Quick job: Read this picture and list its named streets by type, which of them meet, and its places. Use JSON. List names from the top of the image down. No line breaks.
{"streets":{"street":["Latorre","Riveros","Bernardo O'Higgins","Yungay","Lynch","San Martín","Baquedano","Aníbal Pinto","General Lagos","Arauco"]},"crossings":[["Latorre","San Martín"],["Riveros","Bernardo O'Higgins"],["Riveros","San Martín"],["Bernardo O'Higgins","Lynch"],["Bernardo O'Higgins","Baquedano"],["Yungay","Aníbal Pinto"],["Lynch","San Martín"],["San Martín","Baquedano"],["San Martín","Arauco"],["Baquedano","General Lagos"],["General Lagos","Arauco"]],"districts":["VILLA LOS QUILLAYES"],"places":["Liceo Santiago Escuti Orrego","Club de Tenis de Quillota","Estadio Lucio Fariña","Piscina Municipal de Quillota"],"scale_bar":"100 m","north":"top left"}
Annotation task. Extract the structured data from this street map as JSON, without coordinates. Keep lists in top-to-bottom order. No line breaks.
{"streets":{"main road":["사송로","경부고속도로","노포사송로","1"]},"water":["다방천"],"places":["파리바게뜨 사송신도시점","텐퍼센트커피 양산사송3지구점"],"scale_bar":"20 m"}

# # #

*WHAT IS REQUIRED*: Write out the material from the first line to the last, exactly.

*RESPONSE*:
Quick job: Read this picture and list its named streets by type, which of them meet, and its places. Use JSON. List names from the top of the image down. No line breaks.
{"streets":{"street":["Latorre","Riveros","Bernardo O'Higgins","Yungay","Lynch","San Martín","Baquedano","Aníbal Pinto","General Lagos","Arauco"]},"crossings":[["Latorre","San Martín"],["Riveros","Bernardo O'Higgins"],["Riveros","San Martín"],["Bernardo O'Higgins","Lynch"],["Bernardo O'Higgins","Baquedano"],["Yungay","Aníbal Pinto"],["Lynch","San Martín"],["San Martín","Baquedano"],["San Martín","Arauco"],["Baquedano","General Lagos"],["General Lagos","Arauco"]],"districts":["VILLA LOS QUILLAYES"],"places":["Liceo Santiago Escuti Orrego","Club de Tenis de Quillota","Estadio Lucio Fariña","Piscina Municipal de Quillota"],"scale_bar":"100 m","north":"top left"}
Annotation task. Extract the structured data from this street map as JSON, without coordinates. Keep lists in top-to-bottom order. No line breaks.
{"streets":{"main road":["사송로","경부고속도로","노포사송로","1"]},"water":["다방천"],"places":["파리바게뜨 사송신도시점","텐퍼센트커피 양산사송3지구점"],"scale_bar":"20 m"}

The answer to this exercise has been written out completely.